On Sunday, Microsoft announced a proposal that calls for a transaction, but would not involve the acquisition of all of Yahoo's assets. That said, Microsoft further noted that it "reserves the right to reconsider" tossing in a new bid, depending on how discussions go with the Yahoo, Yahoo shareholders, and third parties, and within its own company ranks.
UBS analysts Benjamin Schachter and Heather Bellini issued a research note Monday, noting that this latest twist may serve as a stepping stone for a friendly deal.
"We believe that a core issue for Microsoft is to acquire Yahoo on friendly terms. A near-term deal could act as an intermediate step that would go a long way toward testing the waters," the analysts stated in their research note.
Collins Stewart analyst Sandeep Aggarwal considers a Microsoft-Yahoo combination imminent, valuing Yahoo's search business at $21 billion, its display advertising at $14 billion, and its international investments at $9.25 billion.

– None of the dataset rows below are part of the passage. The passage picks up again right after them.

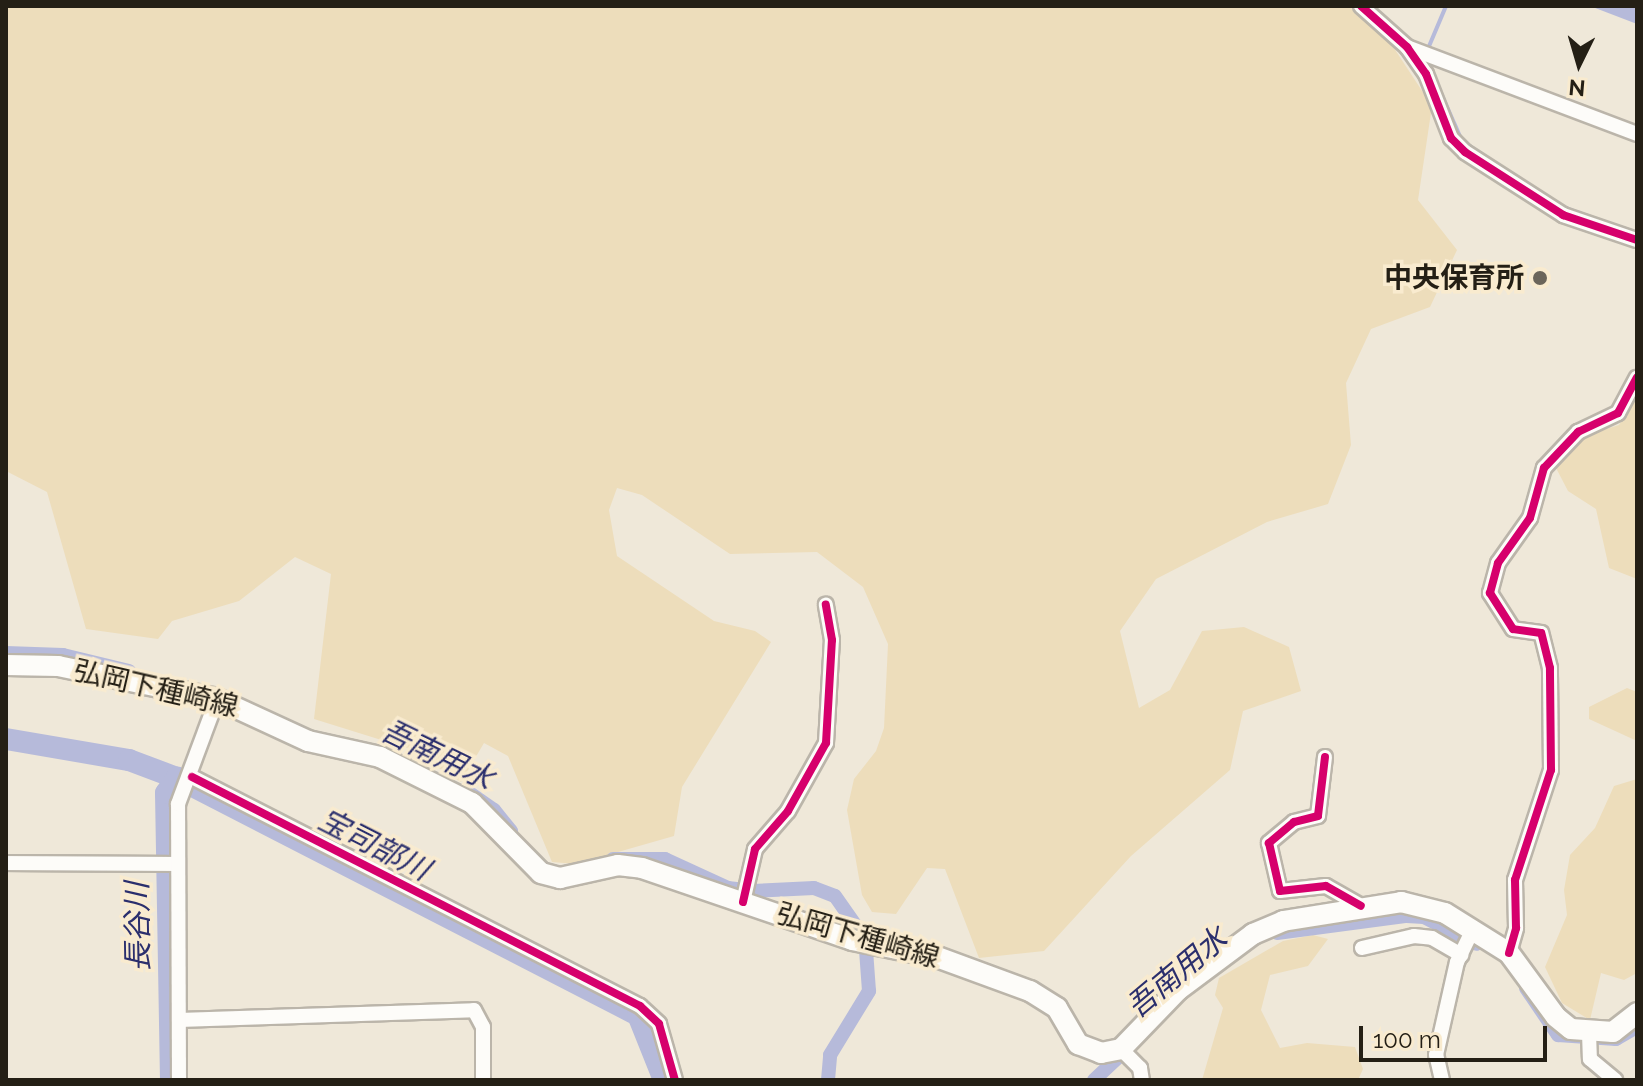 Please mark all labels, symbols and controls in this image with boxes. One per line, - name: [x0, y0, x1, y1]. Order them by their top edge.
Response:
- north arrow: [1539, 24, 1619, 104]
- text: N: [1567, 74, 1586, 102]
- place label: 中央保育所: [1384, 261, 1524, 295]
- marker: 中央保育所: [1531, 269, 1549, 287]
- street label: 弘岡下種崎線: [70, 654, 242, 724]
- water label: 吾南用水: [375, 713, 499, 797]
- water label: 宝司部川: [312, 802, 436, 888]
- water label: 長谷川: [119, 882, 157, 972]
- street label: 弘岡下種崎線: [773, 897, 943, 975]
- water label: 吾南用水: [1119, 921, 1235, 1025]
- scale bar: [1363, 1010, 1551, 1060]
- text: 100 m: [1373, 1025, 1441, 1054] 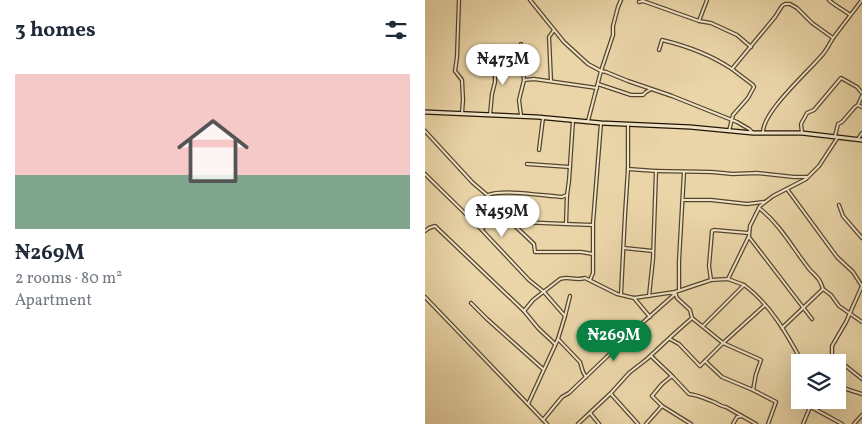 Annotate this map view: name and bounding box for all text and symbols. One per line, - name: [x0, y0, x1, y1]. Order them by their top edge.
- text: 3 homes: [15, 16, 96, 45]
- icon: filters: [382, 16, 410, 44]
- pin: ₦473M: [468, 44, 538, 86]
- text: ₦473M: [477, 49, 529, 71]
- icon: home: [168, 106, 258, 196]
- pin: ₦459M: [467, 196, 537, 238]
- text: ₦459M: [476, 201, 528, 223]
- text: ₦269M: [15, 239, 85, 268]
- text: 2 rooms · 80 m²: [15, 268, 122, 290]
- text: Apartment: [15, 290, 92, 312]
- pin: ₦269M: [579, 320, 649, 362]
- text: ₦269M: [587, 325, 641, 347]
- map controls: [791, 354, 846, 409]
- button: layers: [791, 354, 846, 409] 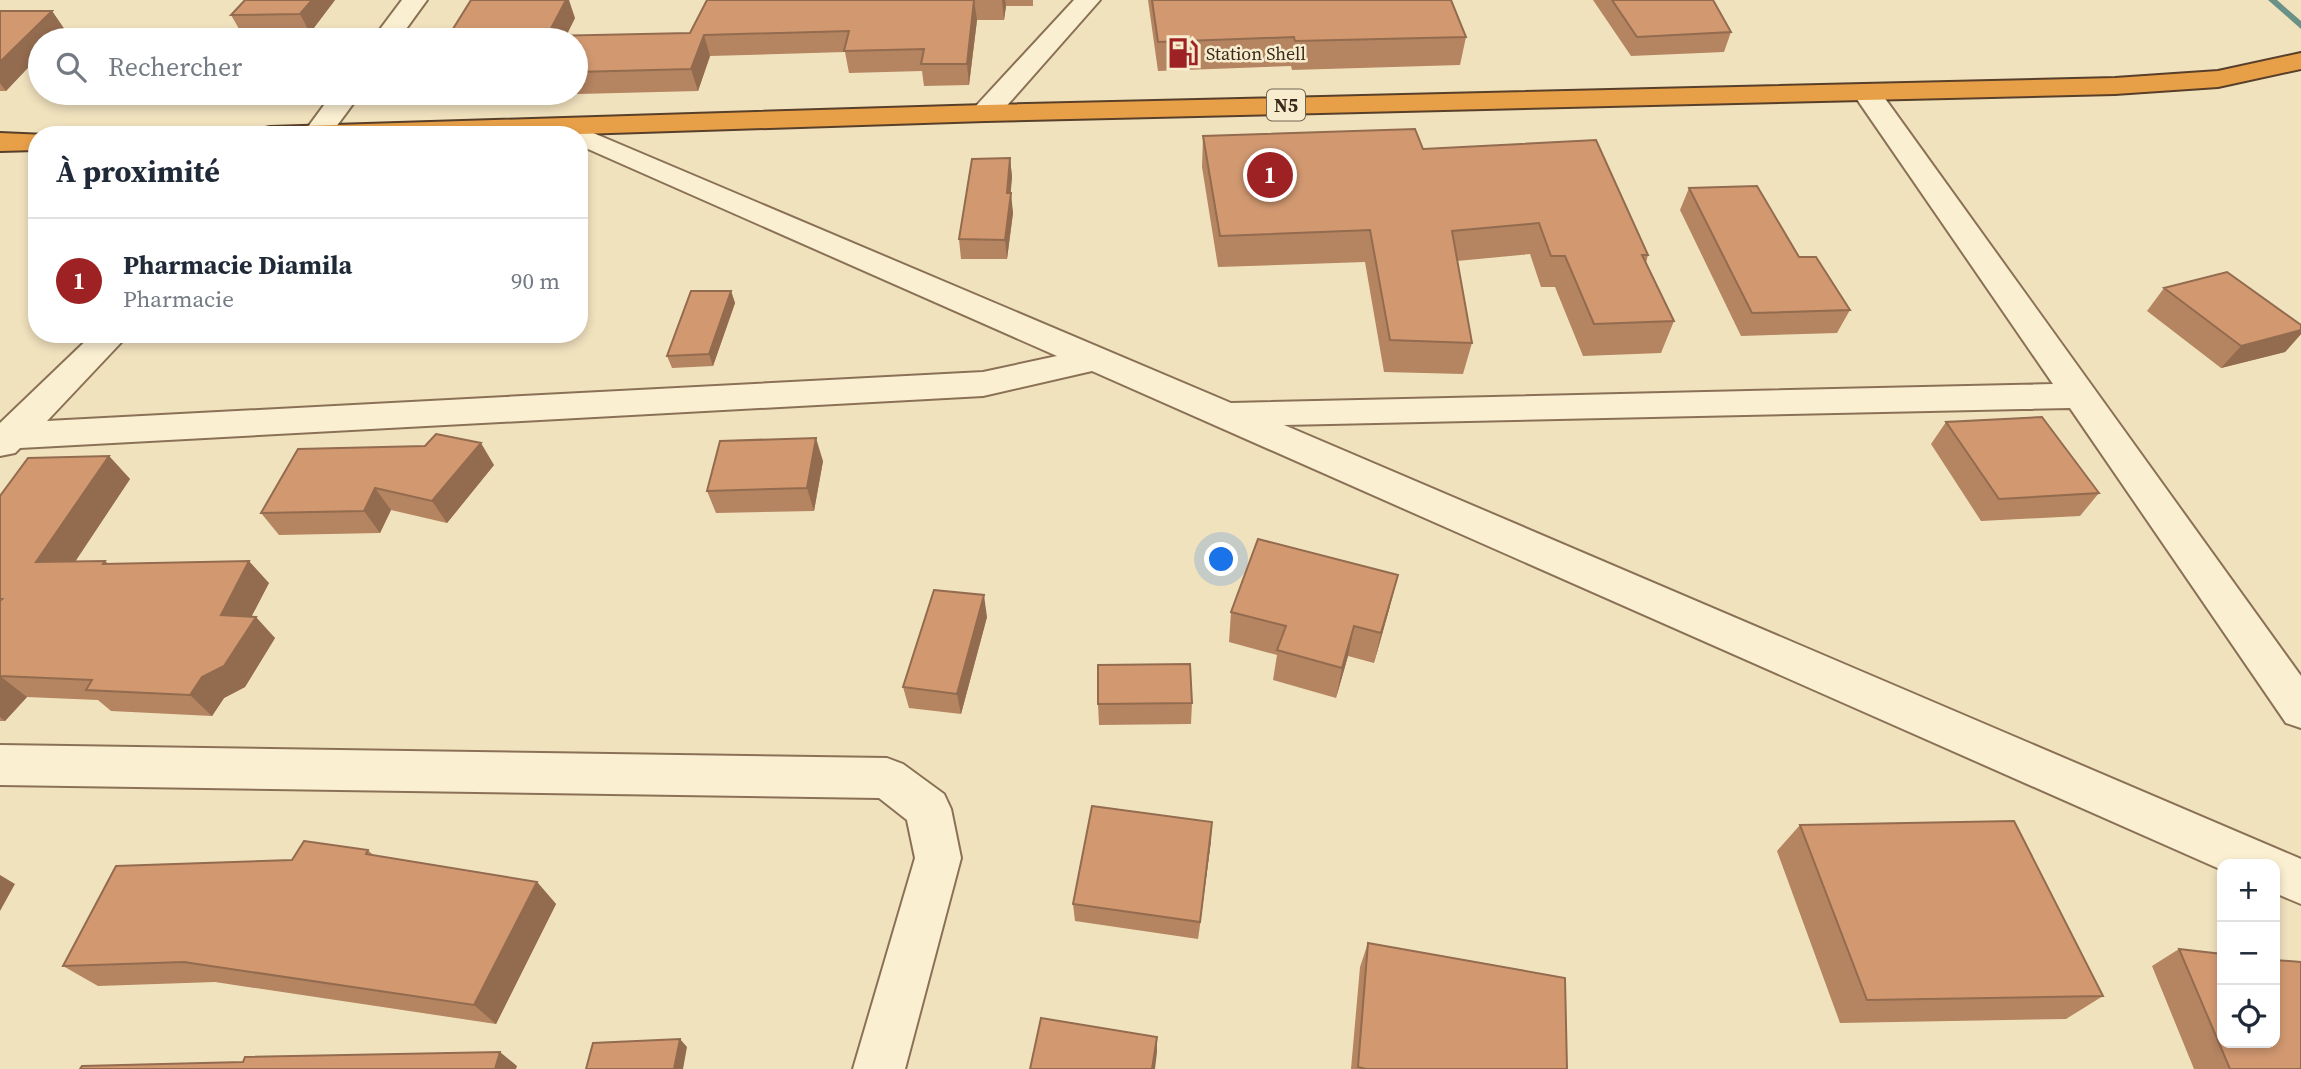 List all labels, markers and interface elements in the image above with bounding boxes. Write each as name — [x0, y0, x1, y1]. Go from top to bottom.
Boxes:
search box — [28, 28, 588, 105]
fuel station icon: Station Shell — [1166, 36, 1200, 70]
place label: Station Shell — [1206, 41, 1306, 66]
icon: search — [52, 48, 90, 86]
text: Rechercher — [108, 49, 242, 85]
road number: N5 — [1267, 90, 1305, 120]
pin: 1 — [1247, 149, 1293, 201]
text: À proximité — [56, 151, 220, 192]
text: Pharmacie Diamila — [123, 247, 352, 283]
text: 1 — [73, 265, 85, 297]
text: 90 m — [511, 265, 560, 297]
text: Pharmacie — [123, 283, 234, 315]
your location — [1204, 542, 1238, 576]
map controls — [2217, 859, 2280, 1048]
button: + — [2217, 859, 2280, 922]
button: − — [2217, 922, 2280, 985]
button: locate — [2217, 985, 2280, 1048]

"We believe that Microsoft has at least three options to structure Yahoo deal. One, buy Yahoo's selective assets and pay nice valuation multiple for those assets. Two, buy entire Yahoo at mutually agreeable price and then spin off certain assets based on a predefined plan. Three, partnership in search," Aggarwal said in a research note.
He noted it may make more sense for Microsoft to take a slice-and-dice approach in a transaction with Yahoo that falls short of a full-blown acquisition of the entire company.
"Microsoft's new move helps Microsoft to keep the price within its comfort zone, avoid any possible push back at Alibaba (in which Yahoo is a major owner), and let Yahoo realize perhaps higher value for those assets that Microsoft was less interested in but still work with Microsoft," Aggarwal said in his report.
Shares of Microsoft were down 1.33 percent to $29.59 in morning trading, while the broader markets were up across the board.